Helping insurers limit their tax liabilities
Because we understand that every business decision has tax consequences, we have hundreds of tax specialists in our firm. Some of these specialists concentrate specifically on the needs of insurance companies.
These tax specialists are committed to keeping our insurance industry clients current with regulatory, legislative, and other business issues and trends that affect tax frameworks. They can assist clients with compliance issues such as preparing and/or reviewing federal tax form 1120PC and state premium taxes, as well as provide tax minimization, strategy planning ideas, and other consulting services.
Corporate reorganizations, acquisitions, and dispositions
While corporate structure moves in the insurance industry are driven primarily by regulatory and marketing considerations, within that framework we can help you plan tax minimization strategies for future structural changes that also maximize operational efficiency.
State tax issues
Generally states levy taxes on premiums, but after that tax policies for insurance companies vary from state to state. Recently our tax specialists assisted an insurance company doing business across the country with various state income and other tax filing requirements. We were able to identify numerous state tax credits that the client had not previously been taking advantage of.

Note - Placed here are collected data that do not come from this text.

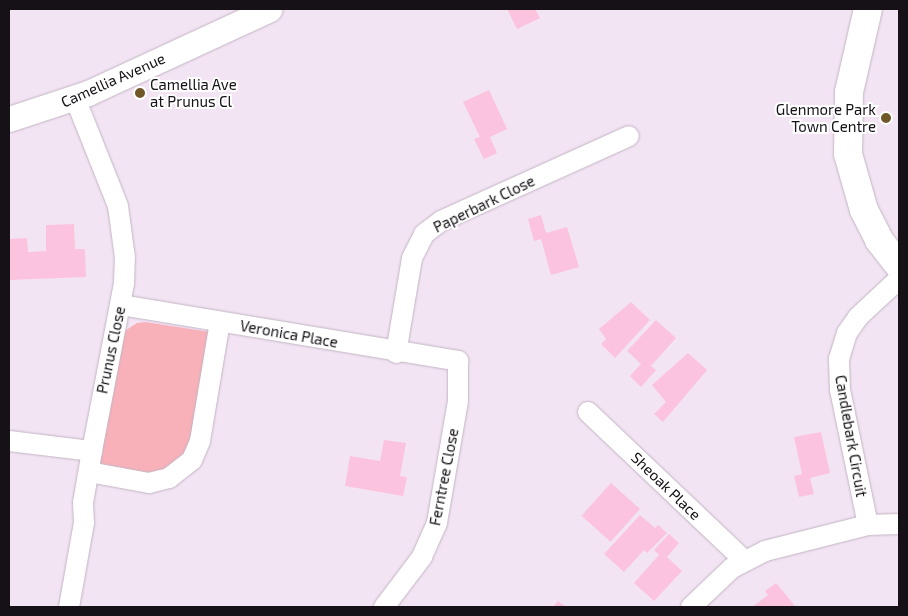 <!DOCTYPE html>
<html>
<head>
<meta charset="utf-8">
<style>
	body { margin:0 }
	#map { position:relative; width:908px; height:616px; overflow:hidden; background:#f3e4f4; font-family:"Exo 2",sans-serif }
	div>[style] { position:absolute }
	.green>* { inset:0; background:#f9b1b9 }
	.building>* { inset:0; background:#fbc3de; transform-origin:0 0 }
	.roads { filter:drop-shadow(0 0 1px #c2b5c3) drop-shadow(0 0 1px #c2b5c3) }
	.minor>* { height:20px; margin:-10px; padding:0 10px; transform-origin:10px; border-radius:10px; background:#fff }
	.tertiary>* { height:25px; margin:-12.5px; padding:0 12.5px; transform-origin:12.5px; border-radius:12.5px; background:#fff }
	.secondary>* { height:28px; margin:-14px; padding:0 14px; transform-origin:14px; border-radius:14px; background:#fff }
	.dots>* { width:14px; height:14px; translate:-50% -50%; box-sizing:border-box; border:2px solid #fff; border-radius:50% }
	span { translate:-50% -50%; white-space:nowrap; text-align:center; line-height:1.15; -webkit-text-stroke:4px #fff; paint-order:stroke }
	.street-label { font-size:15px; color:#151116 }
	.poi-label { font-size:15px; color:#151116 }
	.left { translate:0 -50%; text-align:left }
	.right { translate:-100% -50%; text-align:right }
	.frame { position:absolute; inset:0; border:10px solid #151116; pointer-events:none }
</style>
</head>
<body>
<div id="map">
	<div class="green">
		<div style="clip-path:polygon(145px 322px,210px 332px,191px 443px,177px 464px,153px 475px,98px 466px,123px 332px,137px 323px)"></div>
	</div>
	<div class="building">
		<div style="clip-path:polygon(507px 9px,535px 9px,540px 18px,517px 29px)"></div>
		<div style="clip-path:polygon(489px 90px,507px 129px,490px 137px,497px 153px,484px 159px,474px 139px,480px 137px,463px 102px)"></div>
		<div style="clip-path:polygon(541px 215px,546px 233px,567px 227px,579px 267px,551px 275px,541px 239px,534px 241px,528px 219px)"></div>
		<div style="clip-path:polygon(74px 224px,75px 249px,85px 249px,86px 277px,9px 280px,9px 239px,27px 238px,28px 252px,46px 251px,46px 225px)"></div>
		<div style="clip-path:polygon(631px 302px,650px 320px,615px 358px,601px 344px,606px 339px,599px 329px)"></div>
		<div style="clip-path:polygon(656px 320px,676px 338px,651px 366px,656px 370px,641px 387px,630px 376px,641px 364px,627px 351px)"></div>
		<div style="clip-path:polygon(688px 353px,707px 370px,663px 422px,654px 414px,666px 402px,652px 385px)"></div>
		<div style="clip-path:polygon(821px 432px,830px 473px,810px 478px,814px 494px,799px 497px,794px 476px,802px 474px,794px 437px)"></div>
		<div style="clip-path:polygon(384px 440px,406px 443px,400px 476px,407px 477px,403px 496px,345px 486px,350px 456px,380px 461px)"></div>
		<div style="left:611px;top:483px;width:39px;height:44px;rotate:42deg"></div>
		<div style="clip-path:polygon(640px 515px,655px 528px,658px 525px,667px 533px,647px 553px,644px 550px,624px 572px,604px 554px)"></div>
		<div style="clip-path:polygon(669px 534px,679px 543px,667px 557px,682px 571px,654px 601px,634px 583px,659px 555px,654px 550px)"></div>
		<div style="clip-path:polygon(776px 583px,796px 607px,752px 607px,768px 595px,765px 591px)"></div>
		<div style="clip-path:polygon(558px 601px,566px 607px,553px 607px)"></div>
	</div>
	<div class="roads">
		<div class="minor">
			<div style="left:121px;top:305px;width:342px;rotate:9.4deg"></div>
			<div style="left:458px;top:361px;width:40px;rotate:90deg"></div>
			<div style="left:458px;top:401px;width:124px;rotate:99.8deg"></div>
			<div style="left:437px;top:523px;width:37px;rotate:114deg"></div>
			<div style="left:422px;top:557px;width:63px;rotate:127.2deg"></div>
			<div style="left:396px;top:353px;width:96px;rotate:-80.4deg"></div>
			<div style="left:412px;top:258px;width:27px;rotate:-63deg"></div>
			<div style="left:424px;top:234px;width:21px;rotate:-37deg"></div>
			<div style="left:441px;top:221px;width:206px;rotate:-24.3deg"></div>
			<div style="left:588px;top:412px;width:216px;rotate:43.5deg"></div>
			<div style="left:9px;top:441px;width:84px;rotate:6.9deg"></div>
			<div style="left:89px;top:472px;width:61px;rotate:10.4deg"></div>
			<div style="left:149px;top:483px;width:21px;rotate:-14deg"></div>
			<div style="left:169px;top:478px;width:29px;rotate:-38deg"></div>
			<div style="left:192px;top:460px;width:21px;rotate:-67deg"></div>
			<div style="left:200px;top:441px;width:121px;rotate:-80.5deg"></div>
			<div style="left:868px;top:525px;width:138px;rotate:-101.7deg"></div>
			<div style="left:840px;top:390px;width:31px;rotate:-92deg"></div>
			<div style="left:839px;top:359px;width:27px;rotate:-73deg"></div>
			<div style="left:847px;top:333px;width:19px;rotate:-55deg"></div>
			<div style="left:858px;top:317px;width:56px;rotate:-42.8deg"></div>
			<div style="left:69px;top:607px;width:85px;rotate:-79.9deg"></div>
			<div style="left:84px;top:523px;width:20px;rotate:-93deg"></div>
			<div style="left:83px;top:503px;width:53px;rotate:-80.2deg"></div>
			<div style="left:92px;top:451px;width:171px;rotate:-79.2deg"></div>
			<div style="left:124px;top:283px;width:25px;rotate:-88deg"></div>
			<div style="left:125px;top:258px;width:52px;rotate:-97.7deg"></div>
			<div style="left:118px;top:206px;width:116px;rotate:-111.7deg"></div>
			<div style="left:691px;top:607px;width:57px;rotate:-43.6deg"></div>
			<div style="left:732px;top:568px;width:37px;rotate:-27deg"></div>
			<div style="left:765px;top:551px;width:106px;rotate:-14.2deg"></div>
			<div style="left:868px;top:525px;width:31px;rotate:-2deg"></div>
		</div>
		<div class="tertiary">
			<div style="left:9px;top:119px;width:83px;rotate:-18.2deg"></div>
			<div style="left:88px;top:93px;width:200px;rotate:-24.8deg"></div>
		</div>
		<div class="secondary">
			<div style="left:868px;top:9px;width:85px;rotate:102.9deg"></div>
			<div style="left:849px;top:92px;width:62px;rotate:90.9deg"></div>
			<div style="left:848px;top:154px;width:58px;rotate:74.1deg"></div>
			<div style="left:864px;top:210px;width:34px;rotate:63deg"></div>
			<div style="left:879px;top:240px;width:33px;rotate:52deg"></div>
		</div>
	</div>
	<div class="dots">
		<div style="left:140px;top:93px;background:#6f5728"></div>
		<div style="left:886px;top:118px;background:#6f5728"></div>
	</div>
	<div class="street-label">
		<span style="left:113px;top:80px;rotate:-24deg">Camellia Avenue</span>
		<span style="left:484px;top:204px;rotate:-26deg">Paperbark Close</span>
		<span style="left:289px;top:334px;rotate:10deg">Veronica Place</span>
		<span style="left:111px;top:350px;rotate:-78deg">Prunus Close</span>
		<span style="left:851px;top:436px;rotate:80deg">Candlebark Circuit</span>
		<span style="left:444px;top:477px;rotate:-79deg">Ferntree Close</span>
		<span style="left:666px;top:486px;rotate:44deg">Sheoak Place</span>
	</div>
	<div class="poi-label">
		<span class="left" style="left:150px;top:93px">Camellia Ave<br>at Prunus Cl</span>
		<span class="right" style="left:876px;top:118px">Glenmore Park<br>Town Centre</span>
	</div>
	<div class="frame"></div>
</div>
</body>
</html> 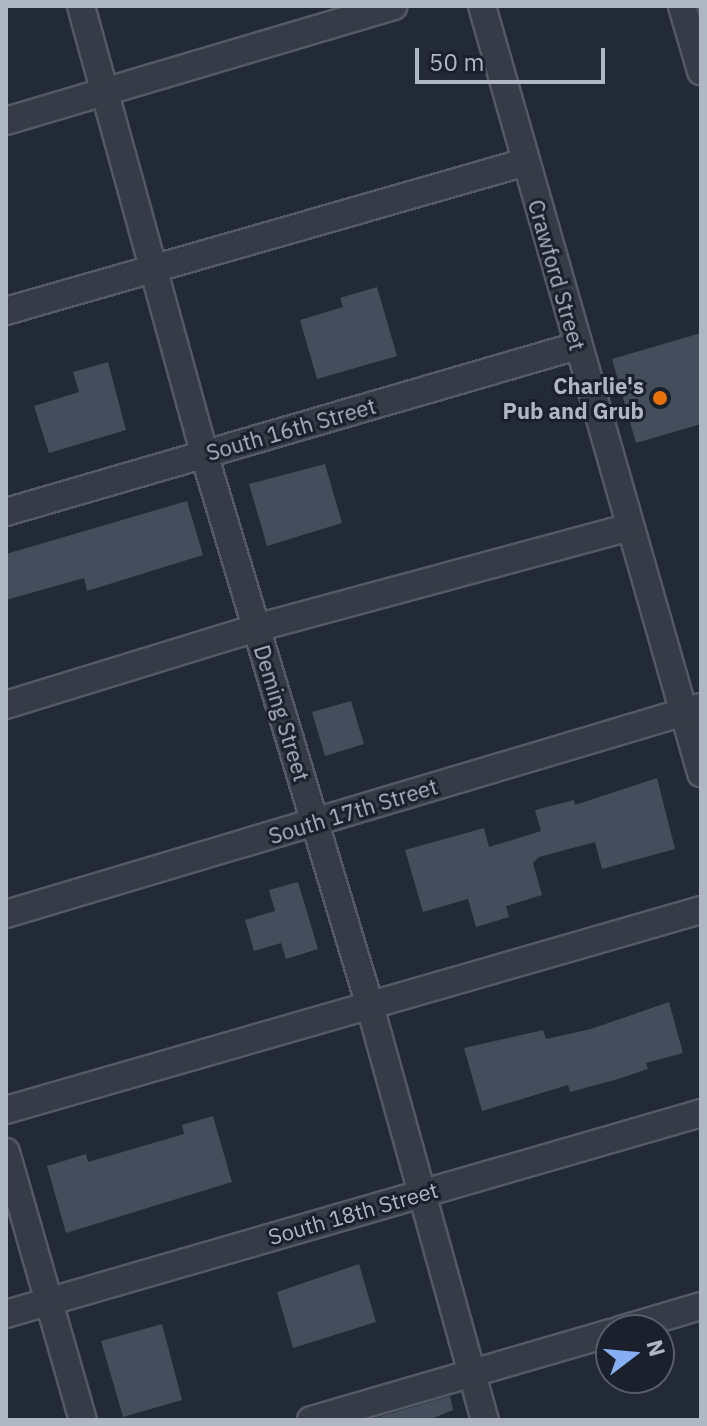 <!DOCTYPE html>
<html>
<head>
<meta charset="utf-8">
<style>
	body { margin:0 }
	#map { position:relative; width:707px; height:1426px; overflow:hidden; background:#222a37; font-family:"IBM Plex Sans",sans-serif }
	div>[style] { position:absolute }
	.building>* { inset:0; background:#434d5b }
	.roads { filter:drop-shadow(2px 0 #525a65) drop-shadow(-2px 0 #525a65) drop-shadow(0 2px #525a65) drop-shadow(0 -2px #525a65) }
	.minor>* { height:26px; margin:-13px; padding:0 13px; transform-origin:13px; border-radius:13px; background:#353c47 }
	.dots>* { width:22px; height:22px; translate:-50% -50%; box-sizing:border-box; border:4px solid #1a212c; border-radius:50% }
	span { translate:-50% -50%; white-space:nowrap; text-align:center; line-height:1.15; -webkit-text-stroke:6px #1a212c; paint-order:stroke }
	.street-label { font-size:22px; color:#afb7c4 }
	.poi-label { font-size:22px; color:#afb7c4; font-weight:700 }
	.right { translate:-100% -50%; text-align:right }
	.frame { position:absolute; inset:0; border:8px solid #afb7c4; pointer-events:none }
	.north { position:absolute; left:595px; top:1314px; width:80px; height:80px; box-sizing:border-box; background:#1a212c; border:2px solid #565d69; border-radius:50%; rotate:74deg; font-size:22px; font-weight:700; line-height:32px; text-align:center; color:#afb7c4 }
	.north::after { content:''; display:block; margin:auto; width:28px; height:36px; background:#87adf2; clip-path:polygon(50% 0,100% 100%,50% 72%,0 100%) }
	.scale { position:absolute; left:415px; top:48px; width:190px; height:36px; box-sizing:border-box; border:4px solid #afb7c4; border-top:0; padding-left:10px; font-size:24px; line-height:28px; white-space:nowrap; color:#afb7c4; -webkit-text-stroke:6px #1a212c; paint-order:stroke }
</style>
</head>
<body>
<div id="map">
	<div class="building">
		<i style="clip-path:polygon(377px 287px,397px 356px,317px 379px,300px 320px,343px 307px,340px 298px)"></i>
		<i style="clip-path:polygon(701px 333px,701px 424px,636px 443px,612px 359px)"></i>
		<i style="clip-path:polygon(108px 362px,126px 430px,49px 453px,34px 406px,79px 392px,73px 372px)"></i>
		<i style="clip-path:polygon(325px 464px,342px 523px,267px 546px,249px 484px)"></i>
		<i style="clip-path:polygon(187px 501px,203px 555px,87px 591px,84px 578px,6px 600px,6px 554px)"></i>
		<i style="clip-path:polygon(351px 701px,364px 744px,325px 756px,312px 712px)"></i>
		<i style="clip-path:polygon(657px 778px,675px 849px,602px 869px,595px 842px,539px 857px,533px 863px,542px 895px,506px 906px,509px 917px,476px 927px,468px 899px,423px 912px,405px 850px,484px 828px,489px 847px,541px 831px,535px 810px,574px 800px,575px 805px)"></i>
		<i style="clip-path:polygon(298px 882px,318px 949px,286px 959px,281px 943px,254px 951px,245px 920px,275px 911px,269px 890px)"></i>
		<i style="clip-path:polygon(669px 1002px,683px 1053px,646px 1063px,648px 1069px,618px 1079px,570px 1092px,568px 1085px,482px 1111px,464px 1048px,543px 1030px,546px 1039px,591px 1029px)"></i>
		<i style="clip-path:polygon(213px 1116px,232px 1182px,66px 1233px,47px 1166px,86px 1154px,88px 1162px,184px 1134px,182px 1125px)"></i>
		<i style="clip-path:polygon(359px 1264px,376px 1322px,293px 1348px,277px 1292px)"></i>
		<i style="clip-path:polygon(162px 1324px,182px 1400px,123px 1417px,101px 1341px)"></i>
		<i style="clip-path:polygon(450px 1396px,453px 1410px,429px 1420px,368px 1420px)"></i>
	</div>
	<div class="roads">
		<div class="minor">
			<i style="left:81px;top:6px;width:465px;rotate:74.6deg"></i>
			<i style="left:204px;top:454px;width:576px;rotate:73.26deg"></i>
			<i style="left:370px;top:1006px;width:430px;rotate:74.5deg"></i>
			<i style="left:482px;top:6px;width:798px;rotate:74.06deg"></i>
			<i style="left:682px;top:6px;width:68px;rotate:73.7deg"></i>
			<i style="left:6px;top:121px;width:404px;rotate:-16.5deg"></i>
			<i style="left:6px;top:311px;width:541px;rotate:-15.99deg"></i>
			<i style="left:6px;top:512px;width:595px;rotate:-16.21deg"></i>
			<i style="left:6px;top:705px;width:262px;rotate:-17.1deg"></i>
			<i style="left:256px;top:628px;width:387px;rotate:-15.1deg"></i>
			<i style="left:6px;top:914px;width:725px;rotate:-16.59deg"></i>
			<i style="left:6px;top:1110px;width:723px;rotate:-16.05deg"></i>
			<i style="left:6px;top:1152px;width:279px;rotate:74deg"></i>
			<i style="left:6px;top:1314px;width:723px;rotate:-16.13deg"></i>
			<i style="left:620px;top:1330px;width:84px;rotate:-16.5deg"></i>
			<i style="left:311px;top:1420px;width:312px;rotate:-16.2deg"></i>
		</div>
	</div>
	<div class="dots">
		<i style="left:660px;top:398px;background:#e8710a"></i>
	</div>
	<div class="street-label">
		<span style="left:557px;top:275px;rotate:74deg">Crawford Street</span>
		<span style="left:291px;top:429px;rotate:-16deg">South 16th Street</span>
		<span style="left:282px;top:713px;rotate:73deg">Deming Street</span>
		<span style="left:353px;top:811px;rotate:-17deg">South 17th Street</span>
		<span style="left:353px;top:1213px;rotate:-16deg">South 18th Street</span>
	</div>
	<div class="poi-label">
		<span class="right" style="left:644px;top:398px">Charlie's<br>Pub and Grub</span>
	</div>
	<div class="frame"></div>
	<div class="north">N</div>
	<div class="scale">50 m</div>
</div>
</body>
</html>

More and more of our insurance clients are asking us to help determine where they have a taxable presence, or nexus. Businesses in general are getting surprised by bills for unpaid state taxes as many states enhance their discovery efforts in an attempt to close budget deficits.
Our tax advisors that specialize in the insurance industry can help determine if you have possible liabilities and, when appropriate, help you negotiate a “voluntary disclosure agreement” to possibly reduce the money you may owe.
Voluntary disclosure can save you money
They’ll keep you anonymous while they negotiate with state tax authorities. A negotiated agreement generally results in payments significantly less than the unreported tax liability due to limiting the look-back period. A typical look-back period is three to four years; however, if a state discovers the taxpayer first, it may go back to all years the taxpayer was conducting business in the state. In most cases of voluntary disclosure, our tax specialists are able to eliminate non-filing penalties and, in some cases, have also been able to eliminate interest.
Tax minimization maximizes cash flow
To help our clients with tax consulting strategies, our tax specialists stay on top of changes in local, state, and federal tax regulations so that they can continually develop new tax planning strategies or amend old ones.
Recently our tax specialists helped an insurance company leverage historic tax credits to renovate an aged, architectural gem into an impressive headquarters. Currently they are helping a client incorporate energy-saving devices into a new building to take advantage of the Energy Efficient Commercial Building tax deduction that was extended as part of last year’s economic stabilization act.
Tax consultants devoted to your success
Because our tax specialists are devoted to your success, they are continually monitoring legislative, regulatory, and precedent-setting developments in tax in order to offer you leading edge advice from tax minimization and planning to other tax consulting services. You will appreciate our focus on client service. It’s another way Plante Moran keeps its promise to help your organization thrive.